Dr. Jasen Castillo joined the Bush School in 2007 as an assistant professor in the National Security Program. Immediately prior to his appointment, he worked in the office of the Undersecretary for Policy in the Department of Defense. He had previously worked at the RAND Corporation, one of the leading research organizations in the nation, and was an adjunct professor in the Security Studies Program at Georgetown University as well as a consultant for the Institute for Defense Analysis.
Dr. Castillo, now an associate professor, quickly became known among the students as a teacher with good wit, challenging classes, and one who occasionally referenced J.R.R. Tolkien to illustrate a point. He encourages classroom participation, preferring the Socratic method of teaching as opposed to the more traditional lecture format, and sees teaching as a logical extension of his research on U.S. foreign and defense policy. Having worked in the defense ‘business’ he realized that those making policy knew little about the theories of military strategy and foreign policy, and that by focusing on research and sharing the knowledge gained, he would be in a position to educate potential policymakers.
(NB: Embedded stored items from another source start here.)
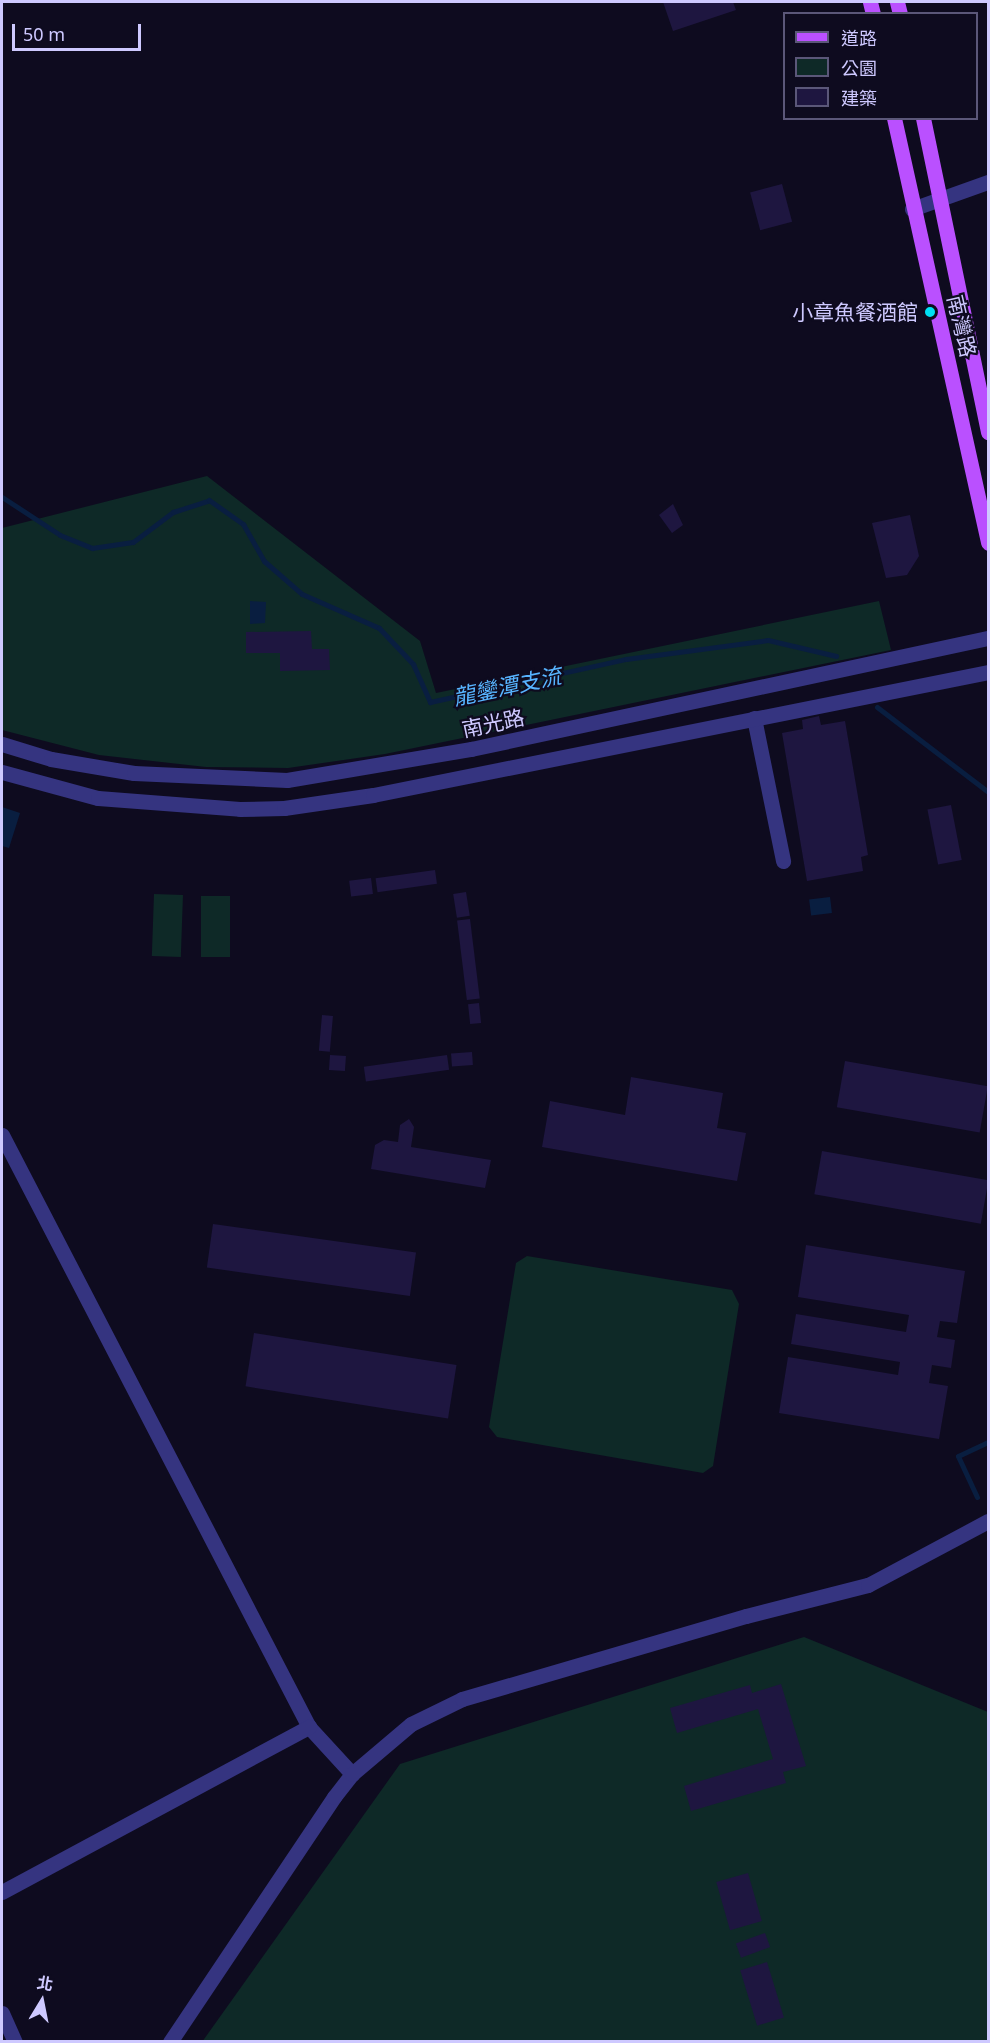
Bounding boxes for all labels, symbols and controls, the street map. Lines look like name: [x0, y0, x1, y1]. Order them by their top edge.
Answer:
scale bar: [15, 12, 144, 50]
legend: [783, 12, 978, 120]
text: 50 m: [23, 22, 65, 46]
text: 道路: [841, 26, 877, 50]
text: 公園: [841, 56, 877, 80]
text: 建築: [841, 86, 877, 110]
street label: 南灣路: [943, 292, 981, 360]
place label: 小章魚餐酒館: [792, 299, 918, 325]
marker: 小章魚餐酒館: [923, 305, 937, 319]
water label: 龍鑾潭支流: [450, 662, 564, 710]
street label: 南光路: [460, 704, 526, 742]
north arrow: [12, 1971, 72, 2031]
text: 北: [35, 1971, 55, 1995]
Growing up in the era of the Cold War near Air Force bases, Dr. Castillo worried about national security policy. A champion debater in high school, he attended Northwestern University to pursue a B.A. in political science. His introduction to national security studies in college, combined with his personal memories of the Cold War, led him to focus on military strategy and U.S. foreign military policy in graduate school. He attended the University of Chicago for his Ph. D., where one of his advisors was John Mearsheimer, a noted expert in security issues and international politics.
The combination of a clever wit and intelligence enable Dr. Castillo to challenge his students while also making them laugh. His research takes a critical look at some of today’s very relevant and important questions on military strategy, thus bringing a unique and important perspective to the Bush School.